- What the exercise asks -
Each line of the records is to be returned verbatim, with the images omitted.

- Excerpted data -
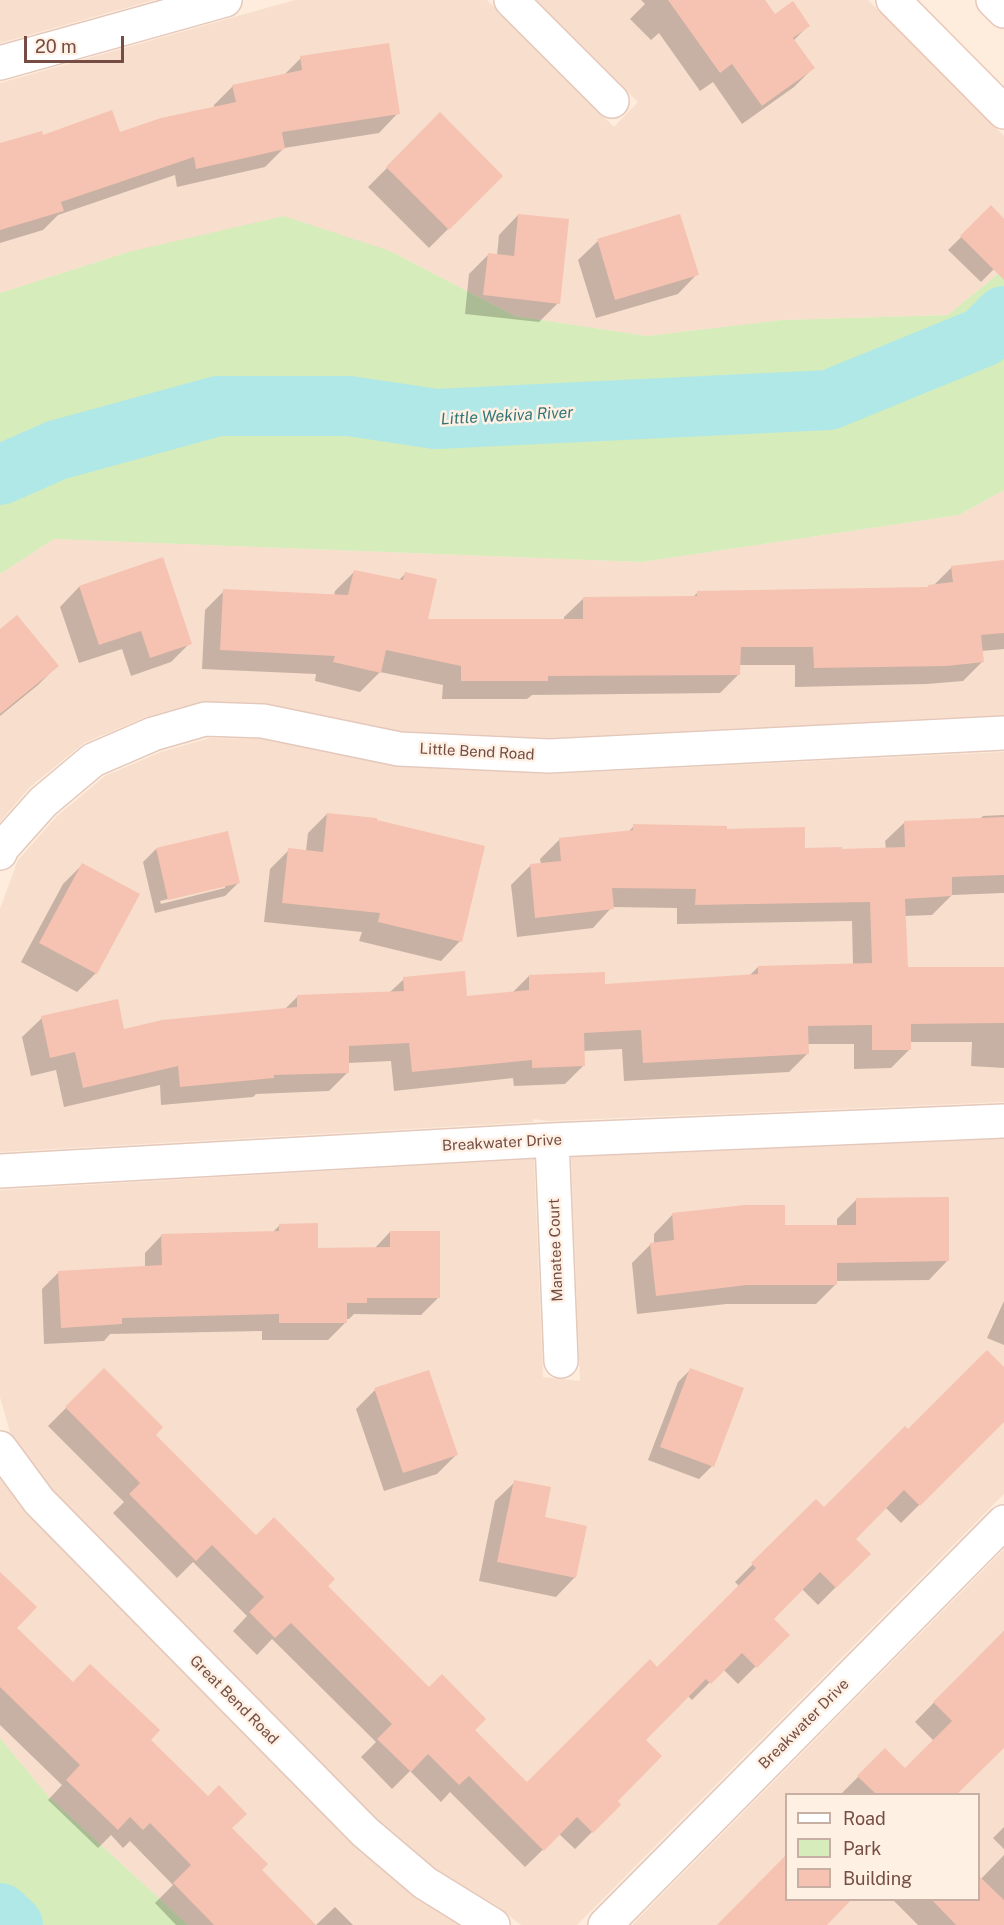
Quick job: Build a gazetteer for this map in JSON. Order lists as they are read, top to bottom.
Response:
{
  "streets": {
    "street": [
      "Little Bend Road",
      "Breakwater Drive",
      "Manatee Court",
      "Great Bend Road"
    ]
  },
  "crossings": [
    ["Breakwater Drive", "Manatee Court"]
  ],
  "water": ["Little Wekiva River"],
  "legend": ["Road", "Park", "Building"],
  "scale_bar": "20 m"
}
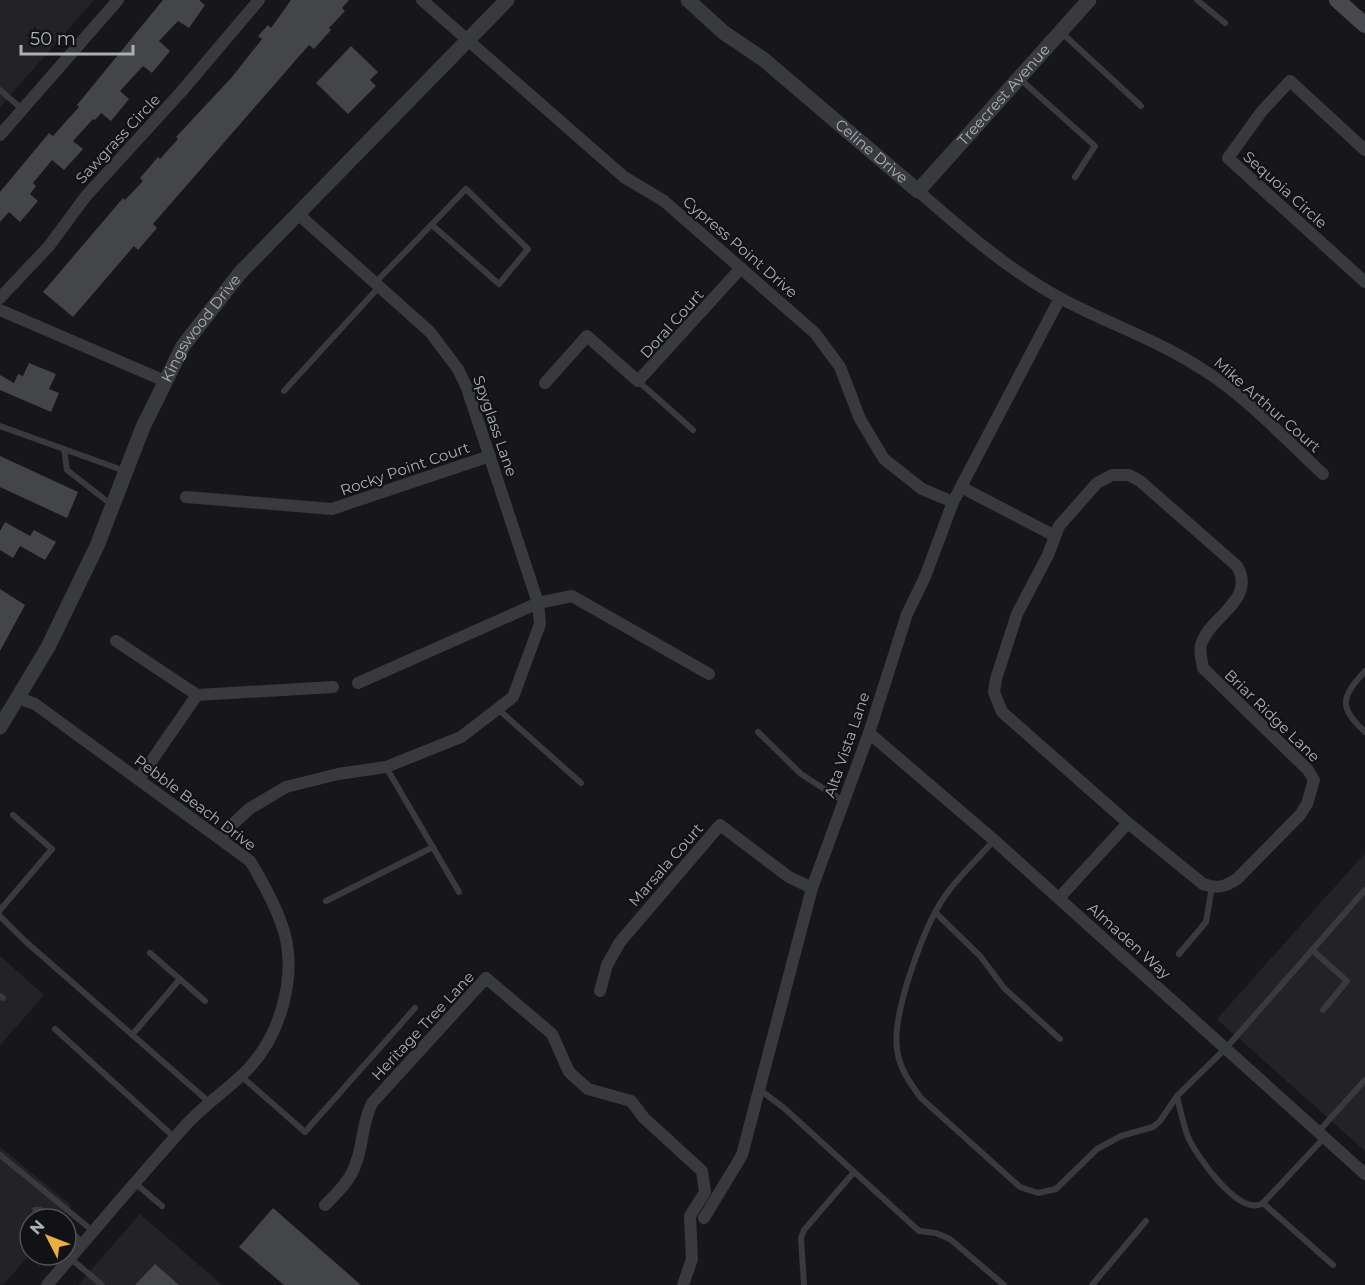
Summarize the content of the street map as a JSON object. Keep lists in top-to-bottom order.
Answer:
{
  "streets": {
    "street": [
      "Treecrest Avenue",
      "Sawgrass Circle",
      "Celine Drive",
      "Sequoia Circle",
      "Cypress Point Drive",
      "Doral Court",
      "Kingswood Drive",
      "Mike Arthur Court",
      "Spyglass Lane",
      "Rocky Point Court",
      "Briar Ridge Lane",
      "Alta Vista Lane",
      "Pebble Beach Drive",
      "Marsala Court",
      "Almaden Way",
      "Heritage Tree Lane"
    ]
  },
  "crossings": [
    ["Treecrest Avenue", "Celine Drive"],
    ["Celine Drive", "Mike Arthur Court"],
    ["Celine Drive", "Alta Vista Lane"],
    ["Cypress Point Drive", "Doral Court"],
    ["Cypress Point Drive", "Kingswood Drive"],
    ["Cypress Point Drive", "Alta Vista Lane"],
    ["Kingswood Drive", "Spyglass Lane"],
    ["Kingswood Drive", "Pebble Beach Drive"],
    ["Mike Arthur Court", "Alta Vista Lane"],
    ["Spyglass Lane", "Rocky Point Court"],
    ["Spyglass Lane", "Pebble Beach Drive"],
    ["Alta Vista Lane", "Marsala Court"],
    ["Alta Vista Lane", "Almaden Way"]
  ],
  "scale_bar": "50 m",
  "north": "top left"
}
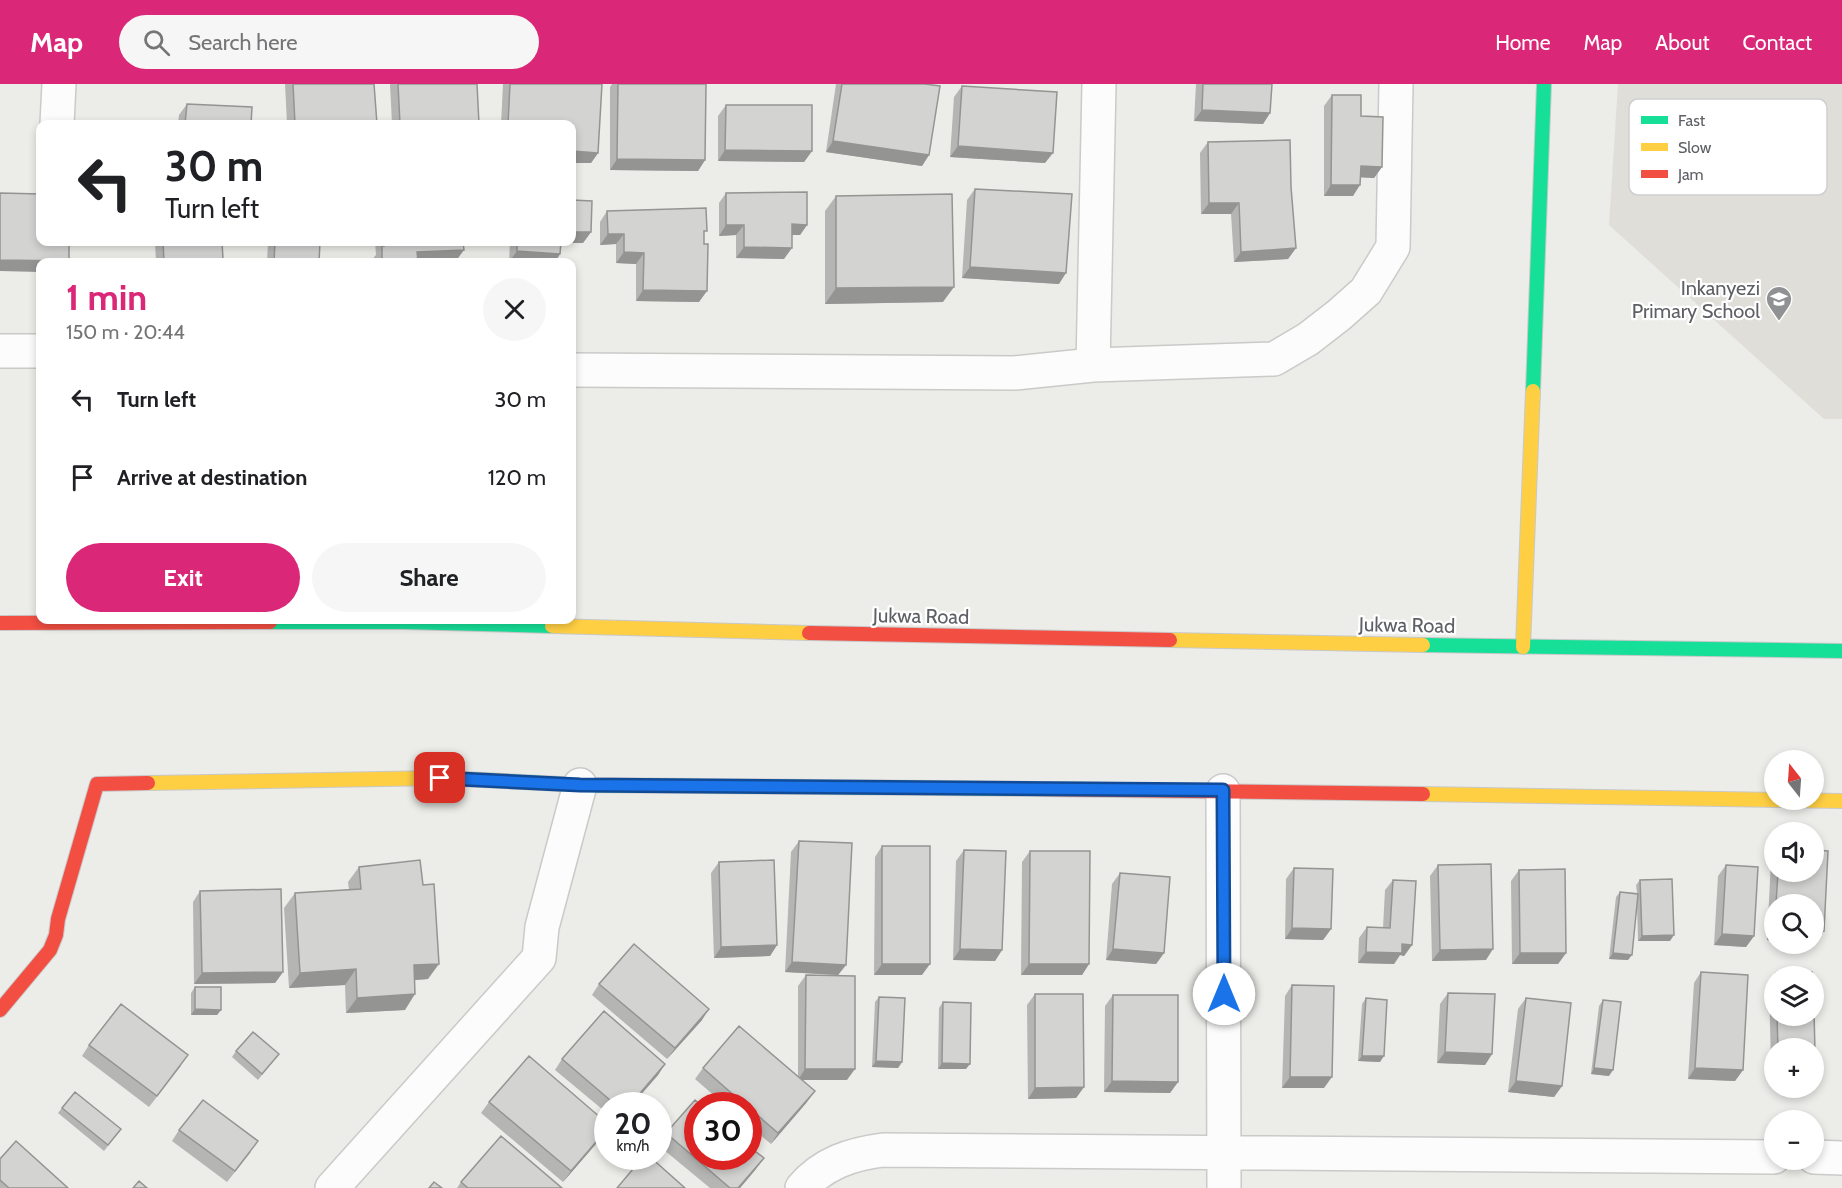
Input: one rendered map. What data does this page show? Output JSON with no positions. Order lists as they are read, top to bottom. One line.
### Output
{"streets":{"street":["Jukwa Road"]},"places":{"school or university":["Inkanyezi Primary School"]},"legend":["Fast","Slow","Jam"],"north":"top","page":{"header":"Map","search":"Search here","nav":["Home","Map","About","Contact"],"turn":["30 m","Turn left"],"heading":["1 min","150 m · 20:44"],"list":[{"name":"Turn left","value":"30 m"},{"name":"Arrive at destination","value":"120 m"}],"buttons":["Exit","Share"],"map_buttons":["+","−"],"speed":"20 km/h","limit":"30"}}
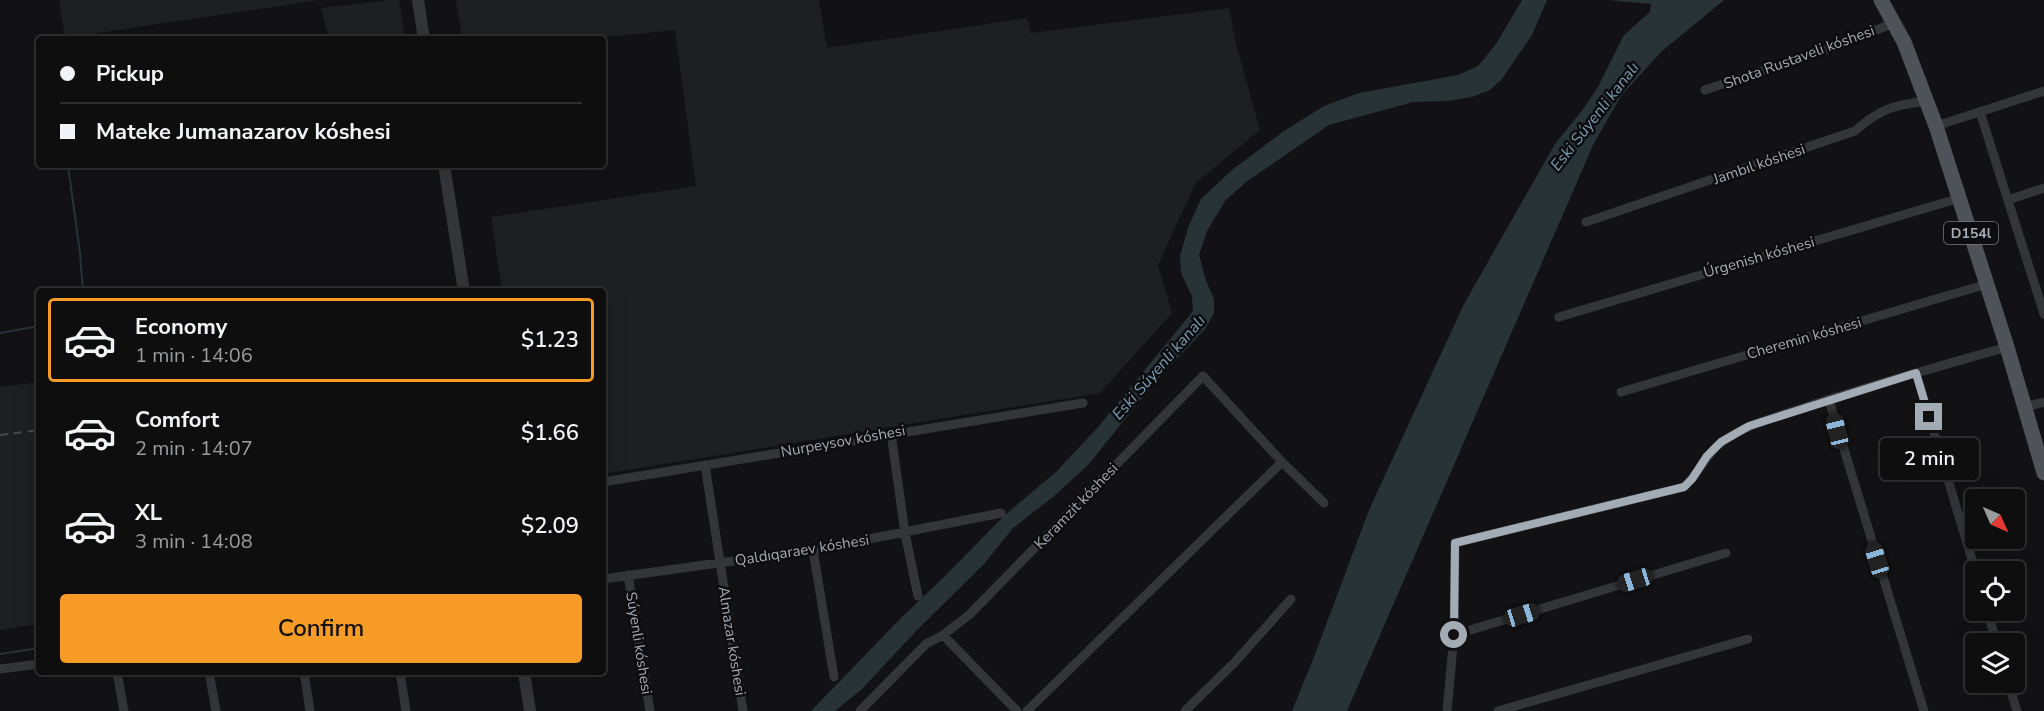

- Solved problem -
Quick job: Build a gazetteer for this map in JSON. Order lists as they are read, top to bottom.
Response:
{
  "streets": {
    "street": [
      "Little Bend Road",
      "Breakwater Drive",
      "Manatee Court",
      "Great Bend Road"
    ]
  },
  "crossings": [
    ["Breakwater Drive", "Manatee Court"]
  ],
  "water": ["Little Wekiva River"],
  "legend": ["Road", "Park", "Building"],
  "scale_bar": "20 m"
}
Summarize the content of the street map as a JSON object. Keep lists in top-to-bottom order.
Answer:
{
  "streets": {
    "street": [
      "Treecrest Avenue",
      "Sawgrass Circle",
      "Celine Drive",
      "Sequoia Circle",
      "Cypress Point Drive",
      "Doral Court",
      "Kingswood Drive",
      "Mike Arthur Court",
      "Spyglass Lane",
      "Rocky Point Court",
      "Briar Ridge Lane",
      "Alta Vista Lane",
      "Pebble Beach Drive",
      "Marsala Court",
      "Almaden Way",
      "Heritage Tree Lane"
    ]
  },
  "crossings": [
    ["Treecrest Avenue", "Celine Drive"],
    ["Celine Drive", "Mike Arthur Court"],
    ["Celine Drive", "Alta Vista Lane"],
    ["Cypress Point Drive", "Doral Court"],
    ["Cypress Point Drive", "Kingswood Drive"],
    ["Cypress Point Drive", "Alta Vista Lane"],
    ["Kingswood Drive", "Spyglass Lane"],
    ["Kingswood Drive", "Pebble Beach Drive"],
    ["Mike Arthur Court", "Alta Vista Lane"],
    ["Spyglass Lane", "Rocky Point Court"],
    ["Spyglass Lane", "Pebble Beach Drive"],
    ["Alta Vista Lane", "Marsala Court"],
    ["Alta Vista Lane", "Almaden Way"]
  ],
  "scale_bar": "50 m",
  "north": "top left"
}
Input: one rendered map. What data does this page show? Output JSON with no positions. Order lists as they are read, top to bottom. One line.
### Output
{"streets":{"street":["Jukwa Road"]},"places":{"school or university":["Inkanyezi Primary School"]},"legend":["Fast","Slow","Jam"],"north":"top","page":{"header":"Map","search":"Search here","nav":["Home","Map","About","Contact"],"turn":["30 m","Turn left"],"heading":["1 min","150 m · 20:44"],"list":[{"name":"Turn left","value":"30 m"},{"name":"Arrive at destination","value":"120 m"}],"buttons":["Exit","Share"],"map_buttons":["+","−"],"speed":"20 km/h","limit":"30"}}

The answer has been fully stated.